Alongside that, the Government are taking further action to protect borrowers. We are supporting families to build their financial literacy through the Money Advice Service, and £27 million is provided every year through MAS to co-ordinate financial education in schools and to improve the public’s financial capability. A further £49 million was spent in the previous financial year on providing more than 440,000 free-to-client debt advice sessions across the country. We want to continue to look for measures to protect the public and to improve financial literacy and awareness.
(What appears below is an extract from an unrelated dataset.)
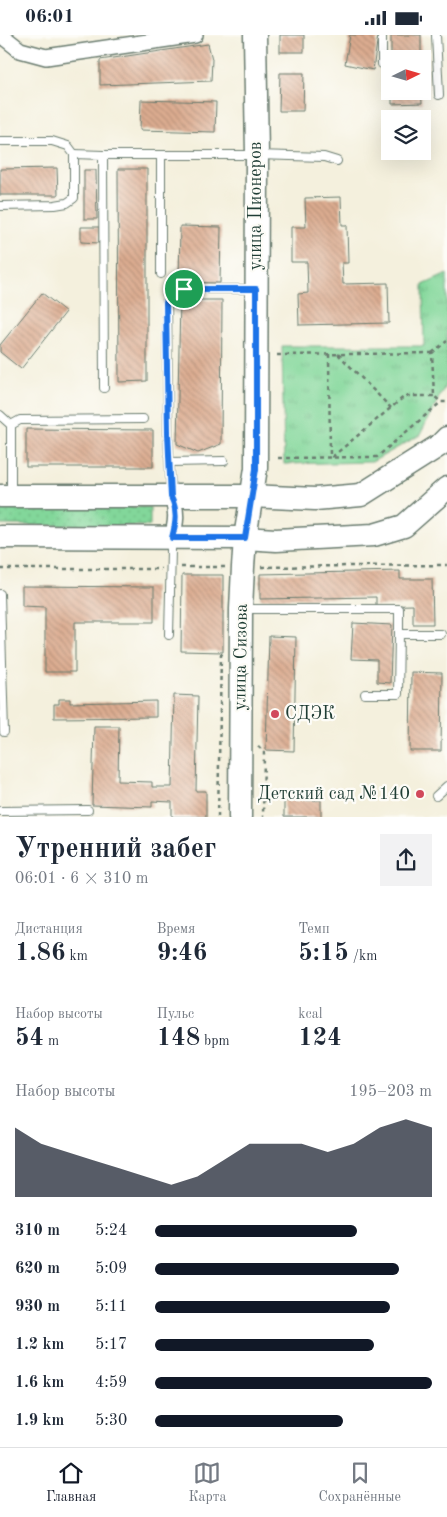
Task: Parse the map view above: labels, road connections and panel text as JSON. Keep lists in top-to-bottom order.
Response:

I know that the hon. Lady is disappointed by the Government’s decision at this stage. I reassure her that the decision was not taken due to pressures on parliamentary time, although that is always a consideration when introducing legislation. The Government’s primary objective is to ensure that, if we legislate, we do so correctly, and bring in interventions that will protect consumers without unintended consequences. That is why we decided, following the consultation, that the Bill was not yet in the right place.
Question put and agreed to.
Sitting suspended for Divisions in the House.
Sitting adjourned without Question put (Standing Order No. 10(14)).